Reconnaissons que sur la partie "psycho" les diplomates du big Brother ne tombe jamais  très loin : ils notent son style "non présidentiel" et "ses inclinations pour les paillettes". Ils relèvent aussi que des motifs de satisfaction : "une approche durcie envers la Russie et l'Iran""un possible retour dans l'OTAN", et, concernant les deux guerres américaines, "un inversement du soutien auparavant déclinant sur l'Afghanistan" et "un changement spectaculaire de politique sur l'Irak".

L'ambassade US à Paris se réjouie des vœux de Fa# au corps diplomatique pour le Nouvel An 2008, et se félicite de cette touchante référence au "retour de la France au cœur de la famille occidentale". Nicolas Sarkozy a "repositionné la France aux côtés des États-Unis, et non plus en alternative du leadership américain". La relation franco-américaine est examinée au binoculaire et  le bilan des laborantins est sans appel : La relation franco-américaine est au beau fixe.

WWOOuais… mais il faut aussi voir qu'un ministre de la république fait savoir que contre l'avis de son gouvernement, lui , qui se déclarera là bas avant ici vouloir être khalife à la place du khalife, il aurait engager les troupes aux  côtés de celle du suzerain qu'il s'est choisi (et sans en référé au peuple souverain (c'est la constitution).

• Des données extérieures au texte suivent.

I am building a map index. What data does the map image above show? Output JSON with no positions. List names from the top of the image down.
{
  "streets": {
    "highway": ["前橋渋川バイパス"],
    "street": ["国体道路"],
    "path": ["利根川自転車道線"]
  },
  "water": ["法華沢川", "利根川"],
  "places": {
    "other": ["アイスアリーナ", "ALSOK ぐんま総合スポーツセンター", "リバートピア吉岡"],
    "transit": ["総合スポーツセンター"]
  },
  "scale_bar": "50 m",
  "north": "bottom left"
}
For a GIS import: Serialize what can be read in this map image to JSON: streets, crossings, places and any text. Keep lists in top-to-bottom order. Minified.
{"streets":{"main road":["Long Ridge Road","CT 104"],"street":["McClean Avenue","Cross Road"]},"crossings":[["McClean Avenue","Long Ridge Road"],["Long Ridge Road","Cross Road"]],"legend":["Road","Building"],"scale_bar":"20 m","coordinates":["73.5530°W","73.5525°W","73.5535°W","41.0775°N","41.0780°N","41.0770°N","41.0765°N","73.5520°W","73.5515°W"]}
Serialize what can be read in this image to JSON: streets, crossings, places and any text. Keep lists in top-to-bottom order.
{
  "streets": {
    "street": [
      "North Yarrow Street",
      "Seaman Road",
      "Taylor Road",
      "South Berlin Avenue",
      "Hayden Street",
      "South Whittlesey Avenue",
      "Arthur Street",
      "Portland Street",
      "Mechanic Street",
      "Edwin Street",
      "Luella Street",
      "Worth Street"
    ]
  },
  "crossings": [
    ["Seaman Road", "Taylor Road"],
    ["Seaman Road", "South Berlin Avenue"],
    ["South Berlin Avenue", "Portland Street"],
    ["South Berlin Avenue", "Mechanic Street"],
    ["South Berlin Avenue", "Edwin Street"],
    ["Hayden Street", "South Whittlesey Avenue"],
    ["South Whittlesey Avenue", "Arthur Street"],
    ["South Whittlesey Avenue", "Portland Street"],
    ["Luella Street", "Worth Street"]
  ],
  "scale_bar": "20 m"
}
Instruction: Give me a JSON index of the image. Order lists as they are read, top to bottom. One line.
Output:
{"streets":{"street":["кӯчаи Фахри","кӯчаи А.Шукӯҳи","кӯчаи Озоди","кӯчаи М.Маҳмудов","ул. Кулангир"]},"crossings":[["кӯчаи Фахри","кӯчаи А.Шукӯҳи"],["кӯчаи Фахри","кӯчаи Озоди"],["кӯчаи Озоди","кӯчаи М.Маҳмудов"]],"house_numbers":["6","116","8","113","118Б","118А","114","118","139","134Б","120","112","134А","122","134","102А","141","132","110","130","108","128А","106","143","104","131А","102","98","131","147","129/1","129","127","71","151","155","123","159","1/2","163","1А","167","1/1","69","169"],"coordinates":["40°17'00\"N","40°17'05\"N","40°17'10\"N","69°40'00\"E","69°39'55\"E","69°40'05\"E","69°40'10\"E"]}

En langage de la droite des années 60, Fa# c'est le parti le l'étranger (quand celui-ci était tout sauf de ce bleu "Wall Streets" qui héberge agences de notation, futurs ministres des pays de l'UE, fabriquant de napalm et de bombes à fragmentations.

 

http://www.lespolemiques.fr/wp-content/uploads/2010/10/nicolas-sarkozy.jpgCette allégeance ne date-t-elle que de l'élection on n'y croit pas mais officiellement c'est daté. Ce morceau d'anthologie paru dans le Monde cerne l'agenda : "Un homme que Washington connaît bien. On découvre dans ces mémos que Nicolas Sarkozy et ses conseillers fréquentent assidument l'ambassade américaine de Paris, ainsi que les dignitaires américains de passage en France. Signe de cette proximité, Nicolas Sarkozy, qui n'avait certes pas fait mystère qu'il pensait à la présidentielle "pas seulement en se rasant" et qui ne masquait pas ses ambitions, annonce sa candidature aux Américains le 1er août 2005, soit seize mois avant qu'il ne l'annonce, le 29 novembre 2006, au peuple français. "Je vais être candidat en 2007", confirme M. Sarkozy à l'ambassadeur Craig Stapleton et au conseiller économique du président Bush, Allan Hubbard. Pour la France, c'est déjà à l'époque une évidence, mais encore non déclarée (précise le journaliste du Monde)"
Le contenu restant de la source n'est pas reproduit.